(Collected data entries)

════════

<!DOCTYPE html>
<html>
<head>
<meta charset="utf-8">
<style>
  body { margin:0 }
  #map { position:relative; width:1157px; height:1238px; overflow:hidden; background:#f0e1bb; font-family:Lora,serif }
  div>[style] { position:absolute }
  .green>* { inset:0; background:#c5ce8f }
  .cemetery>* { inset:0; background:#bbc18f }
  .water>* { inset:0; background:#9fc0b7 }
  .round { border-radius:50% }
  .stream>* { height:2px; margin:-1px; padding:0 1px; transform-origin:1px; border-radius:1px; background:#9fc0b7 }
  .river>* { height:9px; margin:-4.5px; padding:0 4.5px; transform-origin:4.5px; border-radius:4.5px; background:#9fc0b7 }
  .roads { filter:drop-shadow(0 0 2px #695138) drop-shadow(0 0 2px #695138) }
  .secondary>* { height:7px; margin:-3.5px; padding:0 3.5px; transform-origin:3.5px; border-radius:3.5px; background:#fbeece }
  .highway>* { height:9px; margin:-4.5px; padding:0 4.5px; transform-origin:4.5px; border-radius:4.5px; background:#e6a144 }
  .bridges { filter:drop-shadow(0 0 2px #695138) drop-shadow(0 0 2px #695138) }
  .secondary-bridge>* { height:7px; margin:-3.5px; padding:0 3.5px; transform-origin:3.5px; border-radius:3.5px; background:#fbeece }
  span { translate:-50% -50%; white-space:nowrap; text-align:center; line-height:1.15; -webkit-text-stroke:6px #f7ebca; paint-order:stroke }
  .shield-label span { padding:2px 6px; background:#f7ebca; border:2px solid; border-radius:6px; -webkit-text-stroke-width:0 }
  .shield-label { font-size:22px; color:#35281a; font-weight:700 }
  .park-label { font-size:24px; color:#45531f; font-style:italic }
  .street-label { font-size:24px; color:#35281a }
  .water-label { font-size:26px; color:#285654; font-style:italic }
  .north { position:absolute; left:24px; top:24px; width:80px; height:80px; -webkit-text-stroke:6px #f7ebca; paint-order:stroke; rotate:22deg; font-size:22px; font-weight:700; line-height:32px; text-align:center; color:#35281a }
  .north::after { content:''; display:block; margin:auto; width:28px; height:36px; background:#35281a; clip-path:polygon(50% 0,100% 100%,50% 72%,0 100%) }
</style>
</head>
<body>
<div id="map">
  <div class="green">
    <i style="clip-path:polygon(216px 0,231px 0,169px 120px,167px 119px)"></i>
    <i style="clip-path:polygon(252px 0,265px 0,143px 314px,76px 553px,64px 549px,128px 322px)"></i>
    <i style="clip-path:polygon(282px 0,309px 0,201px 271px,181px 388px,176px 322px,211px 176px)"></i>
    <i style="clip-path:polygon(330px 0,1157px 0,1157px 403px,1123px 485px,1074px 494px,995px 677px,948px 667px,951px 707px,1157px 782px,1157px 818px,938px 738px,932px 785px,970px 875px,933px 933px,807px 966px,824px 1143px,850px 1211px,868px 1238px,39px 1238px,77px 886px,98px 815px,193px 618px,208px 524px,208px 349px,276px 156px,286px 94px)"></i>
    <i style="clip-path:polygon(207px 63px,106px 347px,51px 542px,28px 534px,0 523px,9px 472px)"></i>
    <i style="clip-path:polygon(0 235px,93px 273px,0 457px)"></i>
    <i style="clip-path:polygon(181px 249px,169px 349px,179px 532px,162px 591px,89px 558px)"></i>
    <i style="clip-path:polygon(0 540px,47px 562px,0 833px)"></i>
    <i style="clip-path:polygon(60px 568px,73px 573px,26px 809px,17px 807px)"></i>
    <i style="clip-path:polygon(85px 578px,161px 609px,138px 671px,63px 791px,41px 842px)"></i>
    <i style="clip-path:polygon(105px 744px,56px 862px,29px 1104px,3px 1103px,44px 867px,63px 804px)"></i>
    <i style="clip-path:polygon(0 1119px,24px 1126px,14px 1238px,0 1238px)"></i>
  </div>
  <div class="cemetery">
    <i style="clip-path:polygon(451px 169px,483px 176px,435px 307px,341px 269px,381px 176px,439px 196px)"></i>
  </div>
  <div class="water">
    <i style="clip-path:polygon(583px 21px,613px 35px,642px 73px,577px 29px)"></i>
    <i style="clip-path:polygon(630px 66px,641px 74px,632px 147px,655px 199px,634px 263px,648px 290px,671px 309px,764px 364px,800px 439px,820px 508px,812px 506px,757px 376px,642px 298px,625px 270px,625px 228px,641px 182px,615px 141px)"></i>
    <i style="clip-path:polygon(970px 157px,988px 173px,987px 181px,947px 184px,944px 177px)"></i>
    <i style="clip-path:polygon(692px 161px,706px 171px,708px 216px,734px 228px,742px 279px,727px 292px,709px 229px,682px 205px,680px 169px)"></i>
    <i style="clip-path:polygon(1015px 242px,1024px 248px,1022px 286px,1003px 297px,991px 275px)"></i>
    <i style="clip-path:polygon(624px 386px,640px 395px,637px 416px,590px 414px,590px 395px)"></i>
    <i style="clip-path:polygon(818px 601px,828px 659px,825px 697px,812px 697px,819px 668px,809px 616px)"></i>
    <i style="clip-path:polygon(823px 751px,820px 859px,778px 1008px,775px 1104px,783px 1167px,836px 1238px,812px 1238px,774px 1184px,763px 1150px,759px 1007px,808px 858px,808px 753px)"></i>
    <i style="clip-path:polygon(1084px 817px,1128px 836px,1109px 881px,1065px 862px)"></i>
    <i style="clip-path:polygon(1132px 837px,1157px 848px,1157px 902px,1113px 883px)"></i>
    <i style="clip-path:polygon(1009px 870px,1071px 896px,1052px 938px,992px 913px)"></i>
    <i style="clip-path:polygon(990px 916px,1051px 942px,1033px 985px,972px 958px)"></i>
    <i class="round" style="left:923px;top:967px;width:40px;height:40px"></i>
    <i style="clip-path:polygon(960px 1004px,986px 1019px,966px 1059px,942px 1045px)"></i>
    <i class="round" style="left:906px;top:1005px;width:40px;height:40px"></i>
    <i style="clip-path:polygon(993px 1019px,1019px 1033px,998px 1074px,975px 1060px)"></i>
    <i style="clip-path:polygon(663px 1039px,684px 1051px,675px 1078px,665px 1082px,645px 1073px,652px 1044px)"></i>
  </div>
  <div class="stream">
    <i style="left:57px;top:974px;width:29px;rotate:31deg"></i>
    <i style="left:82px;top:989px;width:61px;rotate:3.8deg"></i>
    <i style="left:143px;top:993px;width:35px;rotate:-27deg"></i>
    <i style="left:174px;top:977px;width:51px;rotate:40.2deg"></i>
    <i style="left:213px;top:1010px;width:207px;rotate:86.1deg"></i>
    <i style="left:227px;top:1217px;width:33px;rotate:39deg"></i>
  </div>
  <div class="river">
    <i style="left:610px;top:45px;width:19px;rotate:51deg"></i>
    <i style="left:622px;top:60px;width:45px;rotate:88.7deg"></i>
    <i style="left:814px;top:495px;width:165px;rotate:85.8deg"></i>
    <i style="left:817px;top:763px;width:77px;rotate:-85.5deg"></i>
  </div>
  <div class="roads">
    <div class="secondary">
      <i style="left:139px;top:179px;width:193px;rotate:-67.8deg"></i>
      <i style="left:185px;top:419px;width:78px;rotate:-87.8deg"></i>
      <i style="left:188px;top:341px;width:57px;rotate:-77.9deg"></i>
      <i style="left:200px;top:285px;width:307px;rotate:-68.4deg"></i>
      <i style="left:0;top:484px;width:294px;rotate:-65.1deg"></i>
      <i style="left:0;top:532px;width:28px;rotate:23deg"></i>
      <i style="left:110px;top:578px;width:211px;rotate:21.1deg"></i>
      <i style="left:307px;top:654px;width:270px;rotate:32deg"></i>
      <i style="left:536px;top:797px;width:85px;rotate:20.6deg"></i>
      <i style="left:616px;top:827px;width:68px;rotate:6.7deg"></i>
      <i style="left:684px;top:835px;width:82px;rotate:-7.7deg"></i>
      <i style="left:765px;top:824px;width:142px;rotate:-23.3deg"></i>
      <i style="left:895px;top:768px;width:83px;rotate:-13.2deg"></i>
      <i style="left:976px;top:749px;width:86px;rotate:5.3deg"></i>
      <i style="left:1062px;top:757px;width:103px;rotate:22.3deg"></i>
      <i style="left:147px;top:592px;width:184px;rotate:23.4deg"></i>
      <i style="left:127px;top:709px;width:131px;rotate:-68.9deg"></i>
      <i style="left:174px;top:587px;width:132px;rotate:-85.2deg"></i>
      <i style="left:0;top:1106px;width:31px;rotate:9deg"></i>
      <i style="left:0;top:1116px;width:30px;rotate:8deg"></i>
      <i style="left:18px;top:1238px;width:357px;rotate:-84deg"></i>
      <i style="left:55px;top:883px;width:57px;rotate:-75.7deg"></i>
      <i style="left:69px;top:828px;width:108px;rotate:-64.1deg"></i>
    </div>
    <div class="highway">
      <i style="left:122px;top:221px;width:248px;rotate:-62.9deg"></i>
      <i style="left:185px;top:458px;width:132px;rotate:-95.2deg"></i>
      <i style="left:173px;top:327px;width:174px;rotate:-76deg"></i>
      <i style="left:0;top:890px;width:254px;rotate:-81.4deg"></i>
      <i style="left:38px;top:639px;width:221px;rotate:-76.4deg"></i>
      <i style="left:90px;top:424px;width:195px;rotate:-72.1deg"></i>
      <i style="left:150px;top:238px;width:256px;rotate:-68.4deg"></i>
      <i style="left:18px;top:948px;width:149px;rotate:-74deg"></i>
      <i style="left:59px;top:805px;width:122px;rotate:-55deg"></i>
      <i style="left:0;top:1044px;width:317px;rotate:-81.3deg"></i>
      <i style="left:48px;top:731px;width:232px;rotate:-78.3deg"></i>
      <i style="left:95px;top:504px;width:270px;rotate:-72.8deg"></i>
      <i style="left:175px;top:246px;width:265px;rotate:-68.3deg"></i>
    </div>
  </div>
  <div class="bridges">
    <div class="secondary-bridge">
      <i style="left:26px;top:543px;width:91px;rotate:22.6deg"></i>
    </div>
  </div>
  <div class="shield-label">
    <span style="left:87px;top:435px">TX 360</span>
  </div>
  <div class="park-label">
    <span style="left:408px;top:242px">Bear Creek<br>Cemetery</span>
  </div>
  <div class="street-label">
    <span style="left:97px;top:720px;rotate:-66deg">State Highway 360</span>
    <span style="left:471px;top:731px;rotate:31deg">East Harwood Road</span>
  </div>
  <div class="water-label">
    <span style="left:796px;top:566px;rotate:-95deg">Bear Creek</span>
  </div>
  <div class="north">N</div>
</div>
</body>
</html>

════════

- **Task to carry out**: Every line holding the word "stream" should be copied out of the records above.

- **Response**:
  .stream>* { height:2px; margin:-1px; padding:0 1px; transform-origin:1px; border-radius:1px; background:#9fc0b7 }
  <div class="stream">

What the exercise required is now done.